[Stored data]
:::
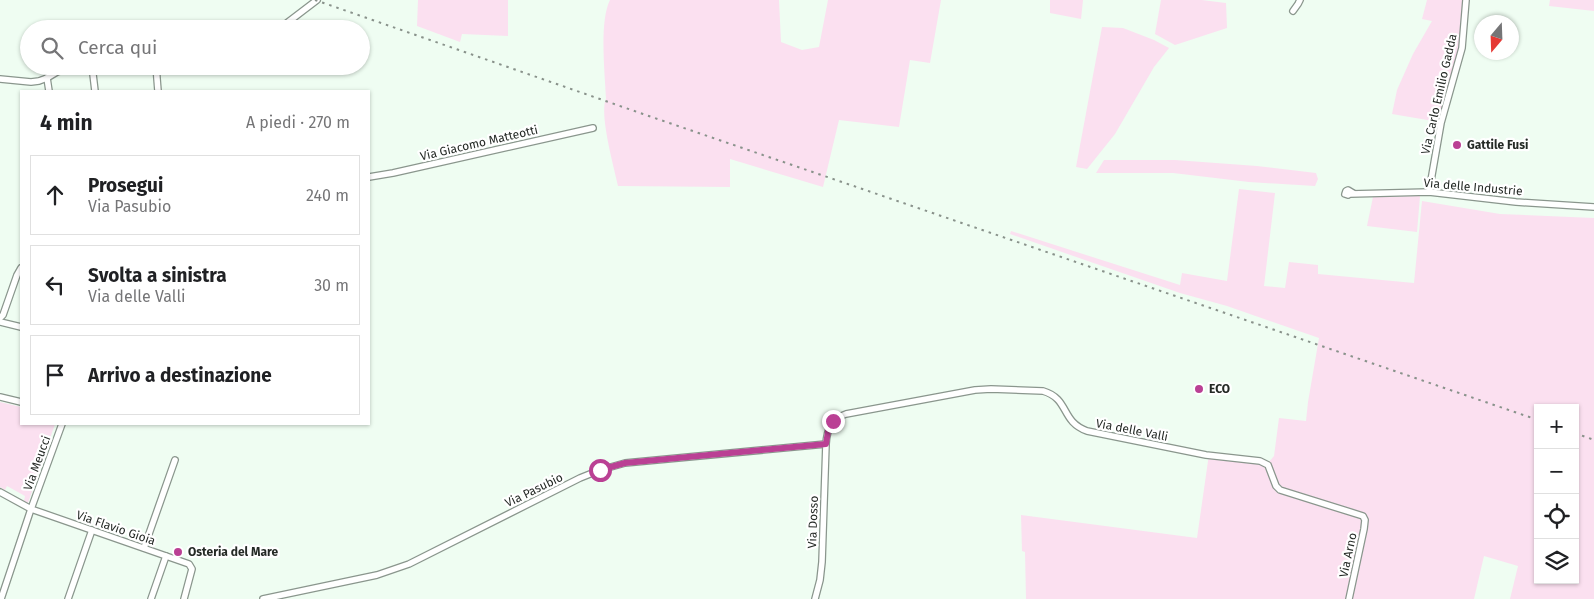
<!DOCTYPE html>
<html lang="it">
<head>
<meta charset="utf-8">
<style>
  :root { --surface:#fff; --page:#f6f6f6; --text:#202124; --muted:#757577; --line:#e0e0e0 }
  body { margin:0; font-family:"Fira Sans",sans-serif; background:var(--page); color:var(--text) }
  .controls { position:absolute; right:15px; bottom:15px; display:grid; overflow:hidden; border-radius:0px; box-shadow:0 1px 4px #0004 }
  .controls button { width:45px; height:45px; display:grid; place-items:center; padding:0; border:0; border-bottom:1px solid var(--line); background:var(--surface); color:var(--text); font:25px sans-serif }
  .compass { position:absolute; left:1474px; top:15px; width:45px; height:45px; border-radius:50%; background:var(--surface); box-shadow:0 1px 4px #0004; rotate:199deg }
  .stop { position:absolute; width:15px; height:15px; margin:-11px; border:4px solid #ba4094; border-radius:50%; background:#fff }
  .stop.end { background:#ba4094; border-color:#fff; box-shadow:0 1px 5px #0008 }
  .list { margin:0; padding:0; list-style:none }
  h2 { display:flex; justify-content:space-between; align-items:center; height:65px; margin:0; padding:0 20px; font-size:21px }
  h2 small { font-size:16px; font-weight:400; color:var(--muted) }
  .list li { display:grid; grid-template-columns:32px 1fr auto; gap:15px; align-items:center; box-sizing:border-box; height:80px; margin:0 10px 10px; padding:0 10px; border:1px solid var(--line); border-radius:0px }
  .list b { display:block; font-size:19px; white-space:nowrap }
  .list p { margin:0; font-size:16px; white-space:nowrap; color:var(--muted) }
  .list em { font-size:16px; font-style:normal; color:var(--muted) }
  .icon { flex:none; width:28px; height:28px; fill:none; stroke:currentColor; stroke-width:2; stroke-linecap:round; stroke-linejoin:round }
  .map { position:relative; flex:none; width:1594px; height:599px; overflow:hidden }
  .search { position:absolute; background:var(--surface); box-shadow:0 1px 4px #0004; left:20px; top:20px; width:350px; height:55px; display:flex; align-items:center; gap:12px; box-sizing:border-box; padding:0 18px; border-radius:28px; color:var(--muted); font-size:19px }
  .panel { position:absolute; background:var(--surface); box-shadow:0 1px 4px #0004; left:20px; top:90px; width:350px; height:335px; border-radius:0px }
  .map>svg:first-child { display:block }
  .green { fill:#fbe0f0; fill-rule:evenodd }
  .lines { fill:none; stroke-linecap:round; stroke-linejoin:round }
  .minor-casing { stroke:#8a968d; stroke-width:8 }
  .minor { stroke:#fff; stroke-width:5.5 }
  .rail { stroke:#89928b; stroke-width:2; stroke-dasharray:2.5 5; stroke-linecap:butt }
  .route { stroke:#ba4094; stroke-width:6 }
  .poi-dot { fill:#ba4094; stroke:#fff; stroke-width:2 }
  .labels { text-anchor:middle; stroke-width:4.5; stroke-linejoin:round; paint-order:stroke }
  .street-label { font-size:12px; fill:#252a26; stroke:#fff }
  .poi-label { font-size:12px; font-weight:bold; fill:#252a26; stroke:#fff; text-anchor:start }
</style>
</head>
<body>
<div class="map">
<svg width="1594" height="599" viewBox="0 0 1594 599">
  <rect width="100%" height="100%" fill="#effdf2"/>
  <!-- green -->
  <g class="green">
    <polygon points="418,0 508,0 508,36 462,34 460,42 417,26"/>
    <path d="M610,0h169l2,42 21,8 17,-3 9,-47h113l-11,63 -20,-3 -11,67 -60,-7 -16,67 -93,-28v28l-112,-1c-4,-19 -19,-72 -12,-87 -1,-26 -7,-77 4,-99z"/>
    <polygon points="1050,0 1083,0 1081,19 1050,13"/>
    <polygon points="1161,0 1202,0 1226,3 1227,28 1175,45 1155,34"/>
    <polygon points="1427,0 1464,0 1459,50 1439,122 1392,114 1397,90 1413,54 1432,21 1422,19"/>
    <polygon points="1550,0 1594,0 1594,11 1549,6"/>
    <polygon points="1102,27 1123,28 1154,40 1169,48 1154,67 1115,134 1087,169 1076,167"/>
    <polygon points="1104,160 1175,160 1257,166 1316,173 1318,179 1315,186 1249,182 1173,173 1096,173"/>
    <path d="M1239,189l36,4 -11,93 21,2 4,-26 29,3v9l96,9 8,-82 78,13 94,4v381h-84l8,-33 -34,-10 -10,43h-448l-1,-47 -3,-1 -1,-36 176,23 12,-84 59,9 6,-7 5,-38 27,3 2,-19 11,-64 -92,-32 -47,-13 -170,-59 1,-3 169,54 2,-12 45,8zM1538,408h37v172h-37z"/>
    <polygon points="1420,196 1417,232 1367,226 1373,197"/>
    <polygon points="0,402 21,407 21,424 55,424 28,503 24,501 25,496 7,486 5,490 0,487"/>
  </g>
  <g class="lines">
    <defs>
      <g id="minor">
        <polyline points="1293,11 1298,4 1300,0"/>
        <polyline points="279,29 317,0"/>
        <polyline points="92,66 95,91"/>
        <polyline points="156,66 158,91"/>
        <polyline points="47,78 49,91"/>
        <polyline points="0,79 31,82 39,81 47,78 57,72 76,66"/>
        <polyline points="369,177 393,173 593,128"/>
        <polyline points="1350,192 1348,195 1345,194 1346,191 1348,190 1353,193"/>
        <polyline points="1429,192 1441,123 1462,48 1466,0"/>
        <polyline points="1350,194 1429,192 1516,202 1594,207"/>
        <polyline points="0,318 3,315 17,275 21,268"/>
        <polyline points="0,322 21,327"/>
        <polyline points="0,397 21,402"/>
        <polyline points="0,492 31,509 189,564 192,569 184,599"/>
        <polyline points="144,548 175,460"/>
        <polyline points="1,599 31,509 62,424"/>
        <polyline points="68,599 92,530"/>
        <polyline points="151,599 166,556"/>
        <polyline points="263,599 377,575 409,564 580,478 600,470 625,463 826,444"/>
        <path d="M815,599l5,-19 2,-18 4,-118c1,-15 5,-25 20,-30l129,-24 16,-1 52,2c27,8 17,30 44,40l119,24 54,6 8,4 8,21 4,4 83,26 2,4 -1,9 -15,70"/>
      </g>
    </defs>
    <!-- minor casing -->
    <use href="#minor" class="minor-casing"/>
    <!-- minor -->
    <use href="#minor" class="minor"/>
    <!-- rail -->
    <g class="rail">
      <polyline points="315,0 643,114 1538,420"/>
      <polyline points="1575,433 1594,440"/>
    </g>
  </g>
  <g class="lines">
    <!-- route -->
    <polyline class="route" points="600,470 625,463 826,444 829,425 833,421"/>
  </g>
  <!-- markers -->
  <g class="poi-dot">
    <circle cx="1457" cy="145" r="5"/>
    <circle cx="1199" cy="389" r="5"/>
    <circle cx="178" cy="552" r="5"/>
  </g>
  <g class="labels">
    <!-- street labels -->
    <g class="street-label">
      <text transform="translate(1439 94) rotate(-77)" y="4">Via Carlo Emilio Gadda</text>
      <text transform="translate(479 143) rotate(-13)" y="4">Via Giacomo Matteotti</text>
      <text transform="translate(1473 187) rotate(5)" y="4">Via delle Industrie</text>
      <text transform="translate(1132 430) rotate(11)" y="4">Via delle Valli</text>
      <text transform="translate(37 463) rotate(-70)" y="4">Via Meucci</text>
      <text transform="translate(534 490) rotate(-26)" y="4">Via Pasubio</text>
      <text transform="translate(813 522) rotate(-88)" y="4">Via Dosso</text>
      <text transform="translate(116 528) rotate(19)" y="4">Via Flavio Gioia</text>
      <text transform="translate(1348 555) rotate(-78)" y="4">Via Arno</text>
    </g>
    <!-- poi labels -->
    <g class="poi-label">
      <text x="1467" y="149">Gattile Fusi</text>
      <text x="1209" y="393">ECO</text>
      <text x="188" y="556">Osteria del Mare</text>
    </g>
  </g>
</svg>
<div class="controls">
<button>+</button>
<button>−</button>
<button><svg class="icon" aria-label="locate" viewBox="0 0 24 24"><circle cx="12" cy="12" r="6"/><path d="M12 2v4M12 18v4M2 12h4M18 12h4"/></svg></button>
<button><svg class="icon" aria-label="layers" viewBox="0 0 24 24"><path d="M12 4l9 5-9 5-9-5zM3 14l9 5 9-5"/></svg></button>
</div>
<svg class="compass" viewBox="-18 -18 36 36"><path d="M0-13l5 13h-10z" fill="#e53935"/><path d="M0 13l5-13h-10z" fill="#757577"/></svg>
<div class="stop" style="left:600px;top:470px"></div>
<div class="stop end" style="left:833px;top:421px"></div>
<div class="search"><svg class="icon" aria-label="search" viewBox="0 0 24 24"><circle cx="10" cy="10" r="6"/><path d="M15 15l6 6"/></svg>Cerca qui</div>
<section class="panel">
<h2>4 min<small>A piedi · 270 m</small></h2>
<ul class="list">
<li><svg class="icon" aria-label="ahead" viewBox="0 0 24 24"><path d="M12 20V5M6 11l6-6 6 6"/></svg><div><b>Prosegui</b><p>Via Pasubio</p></div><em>240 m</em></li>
<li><svg class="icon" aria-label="left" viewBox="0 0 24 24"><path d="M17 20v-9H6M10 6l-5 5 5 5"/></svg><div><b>Svolta a sinistra</b><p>Via delle Valli</p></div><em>30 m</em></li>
<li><svg class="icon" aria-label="arrive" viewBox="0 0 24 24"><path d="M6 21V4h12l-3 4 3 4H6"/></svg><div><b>Arrivo a destinazione</b></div></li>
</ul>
</section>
</div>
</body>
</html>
:::
Directions for this task: An exact copy is required of the lines from the start of the records above through the line with "margin:0; padding:0; list-style:none", and only those, without any pictures.

Expected answer:
<!DOCTYPE html>
<html lang="it">
<head>
<meta charset="utf-8">
<style>
  :root { --surface:#fff; --page:#f6f6f6; --text:#202124; --muted:#757577; --line:#e0e0e0 }
  body { margin:0; font-family:"Fira Sans",sans-serif; background:var(--page); color:var(--text) }
  .controls { position:absolute; right:15px; bottom:15px; display:grid; overflow:hidden; border-radius:0px; box-shadow:0 1px 4px #0004 }
  .controls button { width:45px; height:45px; display:grid; place-items:center; padding:0; border:0; border-bottom:1px solid var(--line); background:var(--surface); color:var(--text); font:25px sans-serif }
  .compass { position:absolute; left:1474px; top:15px; width:45px; height:45px; border-radius:50%; background:var(--surface); box-shadow:0 1px 4px #0004; rotate:199deg }
  .stop { position:absolute; width:15px; height:15px; margin:-11px; border:4px solid #ba4094; border-radius:50%; background:#fff }
  .stop.end { background:#ba4094; border-color:#fff; box-shadow:0 1px 5px #0008 }
  .list { margin:0; padding:0; list-style:none }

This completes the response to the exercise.